If you think soccer is a game for wimps, you haven't met John Basalyga.

The Queens, N.Y.-born hockey defenseman and baseball catcher - who is now coach of the No.1-ranked Northern Kentucky University men's soccer team - began his coaching career in football, at Greenhills High School.

He's never let a lack of organized playing experience in a sport keep him from coaching it, though.

He played only a year of soccer, as a goalie. His organized football-playing experience? One year playing quarterback in high school.

But Basalyga has been playing - and coaching - sports for as long as he can remember. In New York City, he and a fellow 13-year-old co-founded, co-financed (with fundraisers) and co-coached their neighborhood roller hockey team.

"We were like the Young Rascals," said Basalyga, a 1973 graduate of Bowling Green University. "In our neighborhood, we had teams in all sports - but hockey was the most fun. Before the season started, we walked into a group of adults holding a hockey meeting and they said, 'Whaddaya want?' We said, 'We're here to play hockey.' They couldn't believe it. But we ran the whole operation."

Roller hockey?

"Yeah, it's basically hockey for guys that can't ice-skate," he said.

Basalyga's NKU soccer team is 22-1 and hosts Lincoln Memorial (Tenn.) in the NCAA Division II National Quarterfinals at 1 p.m. today at Town & Country Sports Complex in Wilder.

At stake is a berth in the NCAA Division II Final Four at Orange Beach, Ala., Nov 30-Dec. 2.

Basalyga emphasizes a defense-rich philosophy that was forged on the mean streets of New York and refined in his college-playing days in baseball and hockey at Bowling Green.

"There were only two or three ice rinks in New York City when I was growing up in the early '60s," he said. "So we all played roller hockey. If you couldn't fight, you couldn't play. That was the only difference between ice hockey and roller hockey - we fought more."

So excuse "Coach Bass" if he doesn't buy your characterization of soccer as a game for Slush Puppie-eating wimps who are chauffeured to and from practice by suburban moms in their mini-vans.

Not that there's anything wrong with that. But it's not what Basalyga's players at NKU are about - not now, anyway.

"I've got a problem with your coaching style," an NKU player told him during Basalyga's rookie season at NKU five years ago.

Uh-oh. Not a good move.

"Coach Bass" responded by telling the fellow what he thought of somebody having such a soft upbringing in the sport that it would inspire whining to the coach.

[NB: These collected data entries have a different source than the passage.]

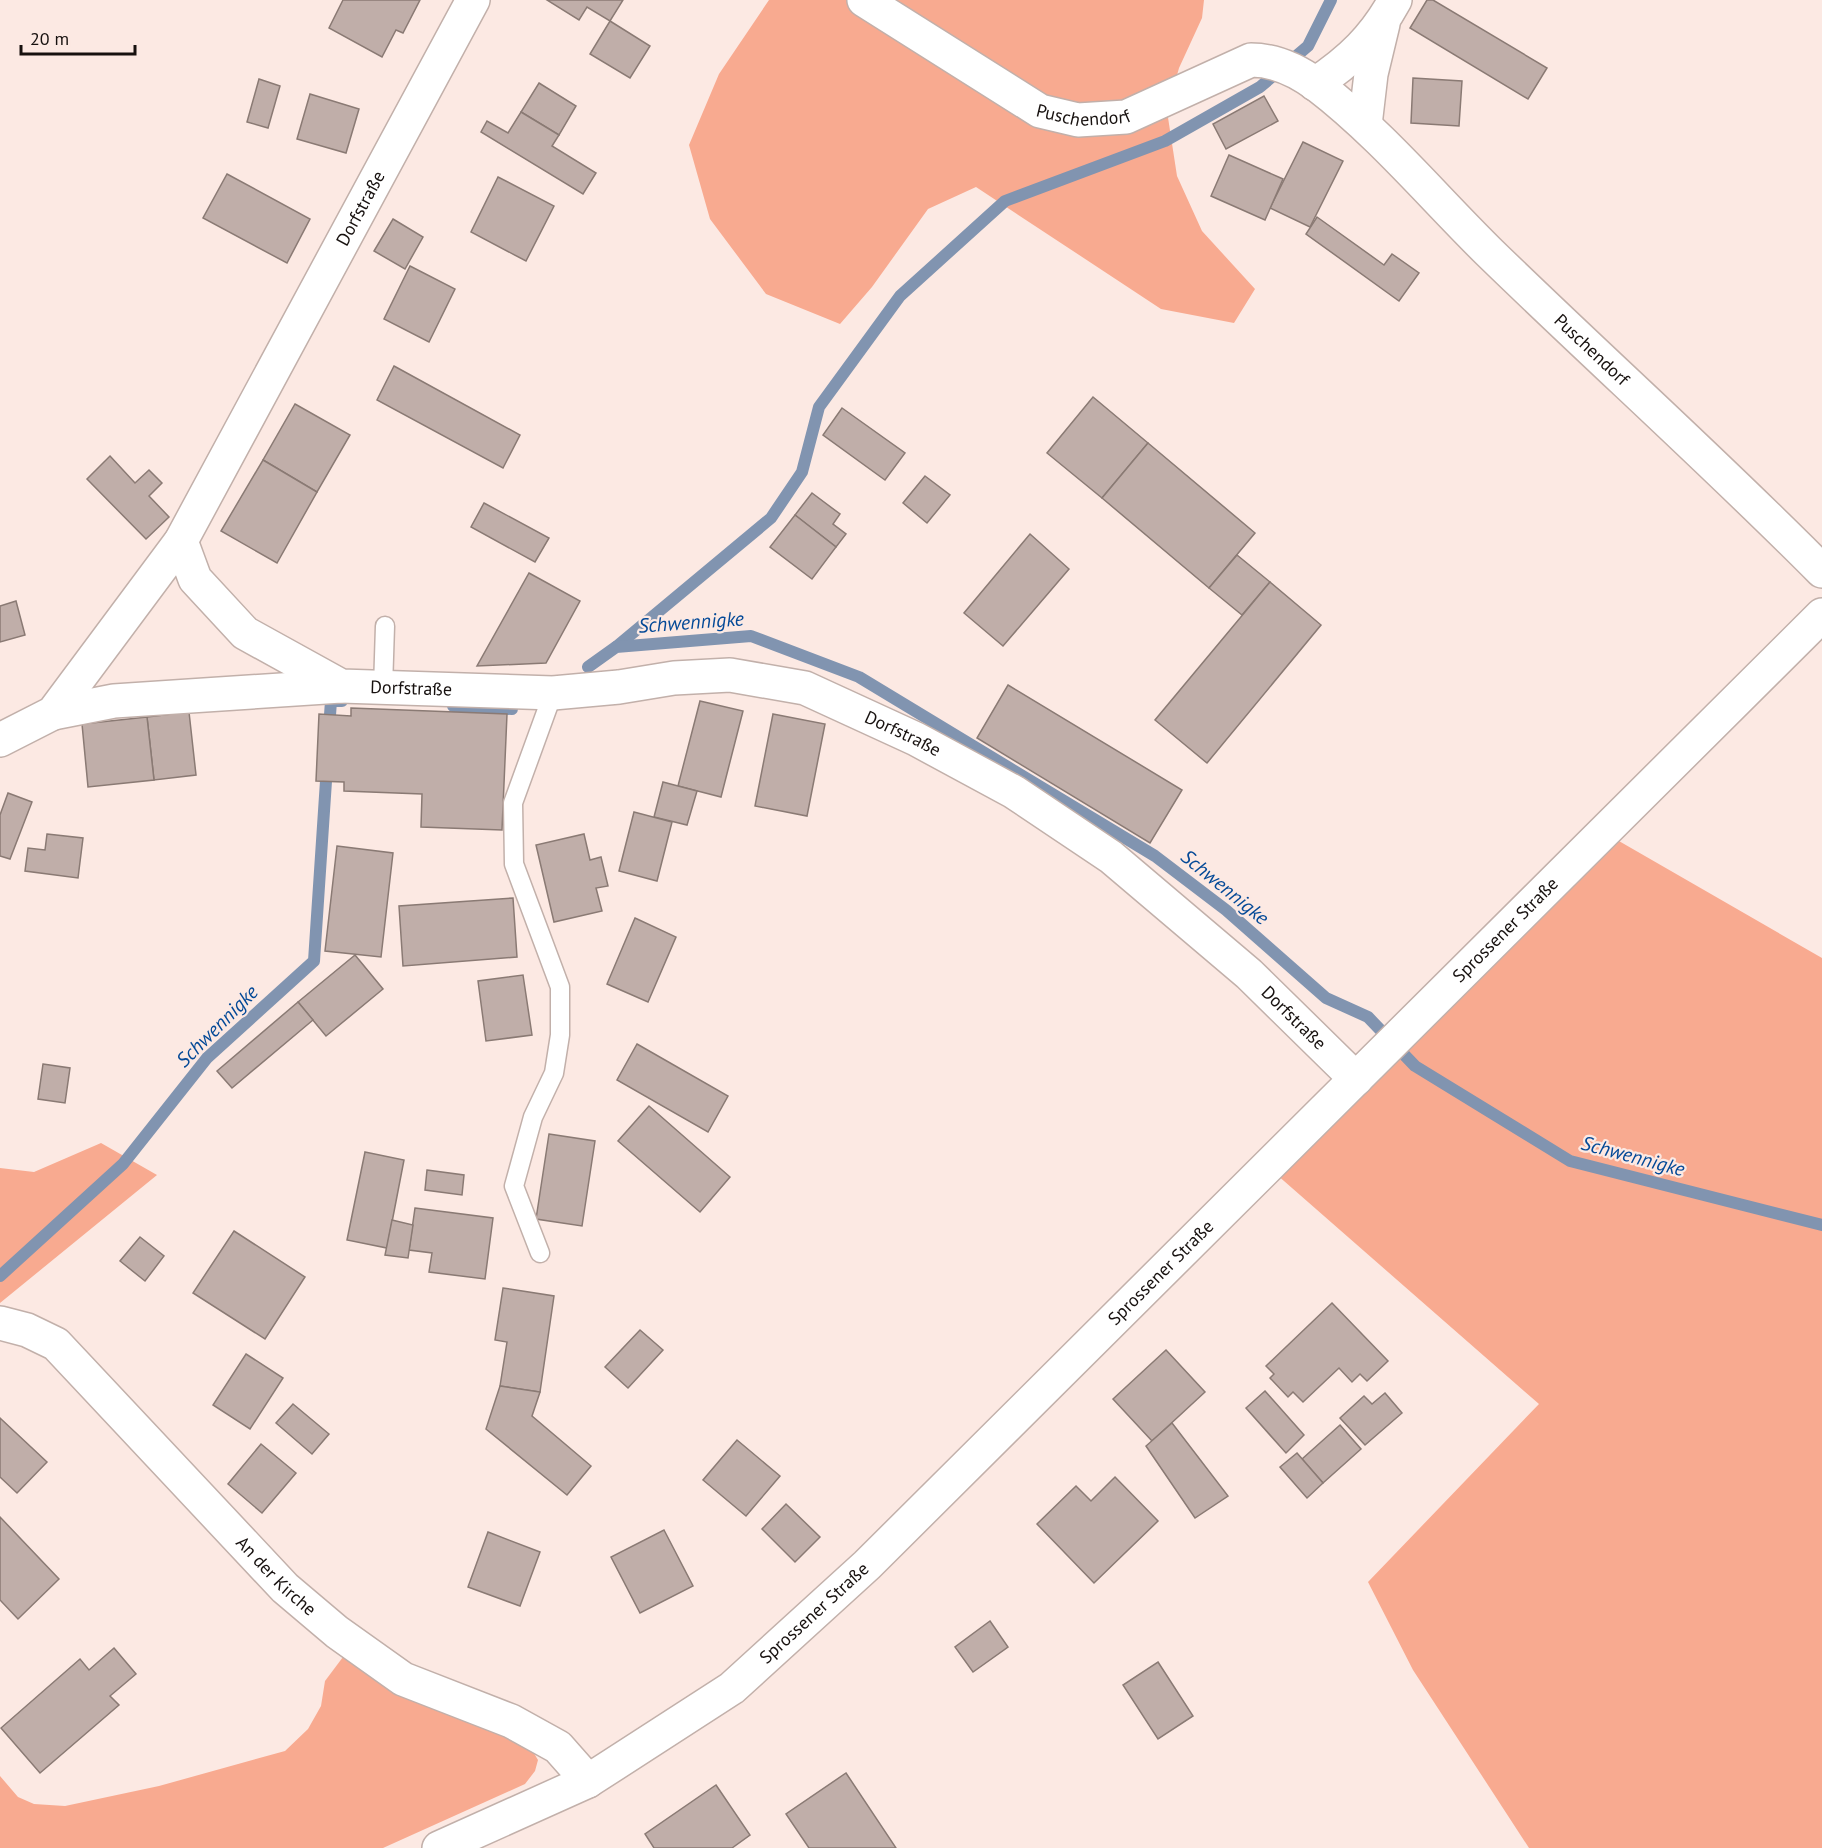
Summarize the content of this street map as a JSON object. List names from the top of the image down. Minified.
{"streets":{"street":["Puschendorf","Dorfstraße","Sprossener Straße","An der Kirche"]},"crossings":[["Dorfstraße","Sprossener Straße"],["Sprossener Straße","An der Kirche"]],"water":["Schwennigke"],"scale_bar":"20 m"}
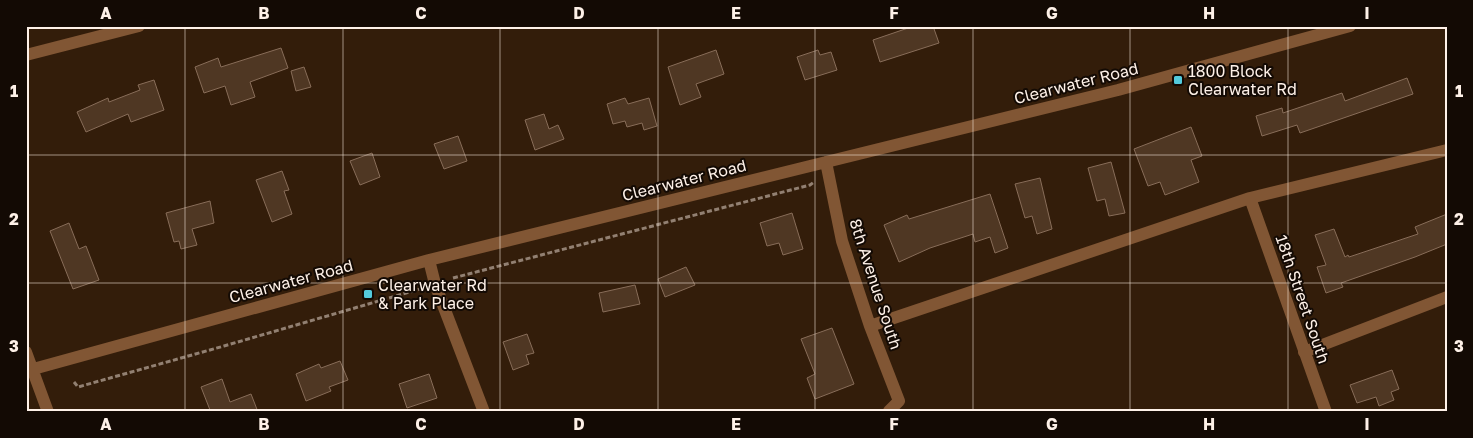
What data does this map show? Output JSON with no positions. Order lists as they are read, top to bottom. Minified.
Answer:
{"streets":{"street":["Clearwater Road","8th Avenue South","18th Street South"]},"crossings":[["Clearwater Road","8th Avenue South"]],"places":{"transit":["1800 Block Clearwater Rd","Clearwater Rd & Park Place"]},"grid":{"columns":["A","B","C","D","E","F","G","H","I"],"rows":["1","2","3"]}}
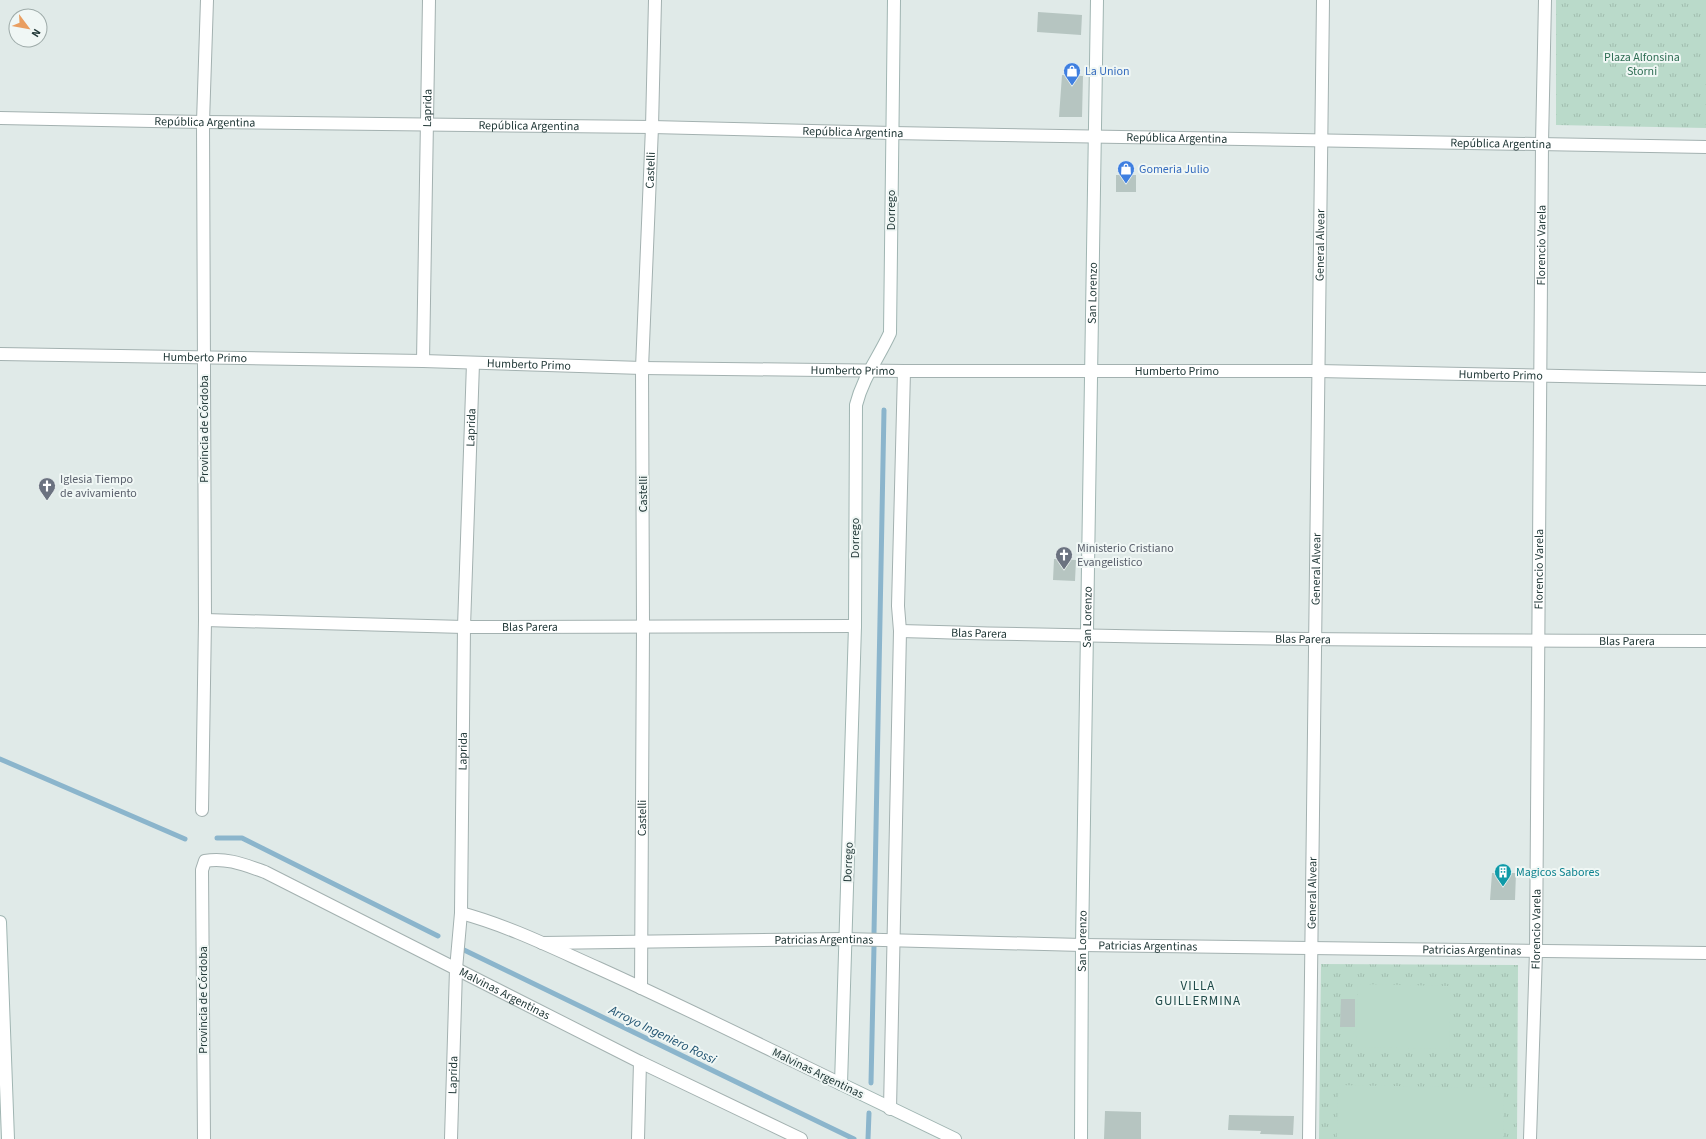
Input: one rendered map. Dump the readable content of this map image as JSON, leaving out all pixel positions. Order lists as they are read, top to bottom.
{
  "streets": {
    "street": [
      "Laprida",
      "República Argentina",
      "Castelli",
      "Dorrego",
      "General Alvear",
      "Florencio Varela",
      "San Lorenzo",
      "Humberto Primo",
      "Provincia de Córdoba",
      "Blas Parera",
      "Patricias Argentinas",
      "Malvinas Argentinas"
    ]
  },
  "crossings": [
    ["Laprida", "República Argentina"],
    ["Laprida", "Humberto Primo"],
    ["Laprida", "Blas Parera"],
    ["Laprida", "Malvinas Argentinas"],
    ["República Argentina", "Castelli"],
    ["República Argentina", "Dorrego"],
    ["República Argentina", "General Alvear"],
    ["República Argentina", "Florencio Varela"],
    ["República Argentina", "San Lorenzo"],
    ["República Argentina", "Provincia de Córdoba"],
    ["Castelli", "Humberto Primo"],
    ["Castelli", "Blas Parera"],
    ["Castelli", "Patricias Argentinas"],
    ["Castelli", "Malvinas Argentinas"],
    ["Dorrego", "Humberto Primo"],
    ["Dorrego", "Blas Parera"],
    ["Dorrego", "Patricias Argentinas"],
    ["Dorrego", "Malvinas Argentinas"],
    ["General Alvear", "Humberto Primo"],
    ["General Alvear", "Blas Parera"],
    ["General Alvear", "Patricias Argentinas"],
    ["Florencio Varela", "Humberto Primo"],
    ["Florencio Varela", "Blas Parera"],
    ["Florencio Varela", "Patricias Argentinas"],
    ["San Lorenzo", "Humberto Primo"],
    ["San Lorenzo", "Blas Parera"],
    ["San Lorenzo", "Patricias Argentinas"],
    ["Humberto Primo", "Provincia de Córdoba"],
    ["Provincia de Córdoba", "Blas Parera"],
    ["Provincia de Córdoba", "Malvinas Argentinas"],
    ["Patricias Argentinas", "Malvinas Argentinas"]
  ],
  "districts": ["VILLA GUILLERMINA"],
  "water": ["Arroyo Ingeniero Rossi"],
  "parks": ["Plaza Alfonsina Storni"],
  "places": {
    "shop": ["La Union", "Gomeria Julio"],
    "church": ["Iglesia Tiempo de avivamiento", "Ministerio Cristiano Evangelistico"],
    "building": ["Magicos Sabores"]
  },
  "north": "bottom right"
}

Needless to say, the complainant isn't among the seniors who have survived Basalyga's "problematic" coaching style, which led NKU to its first-ever NCAA men's soccer tournament last year and to the top of the rankings this year. His five-year mark is 65-27-10.

At Turpin High School, Coach Bass won three state soccer championships. His teams have won three times as many games as they lost in his 24 years.

But why soccer? After all, Basalyga's career sum total of soccer-playing experience was only that one season of goalkeeping at BG, which he did just to stay in shape for baseball and hockey.

Yes, why soccer, indeed?

Simple: Hockey in high school wasn't widely available in Cincinnati back in the 1970s and 1980s.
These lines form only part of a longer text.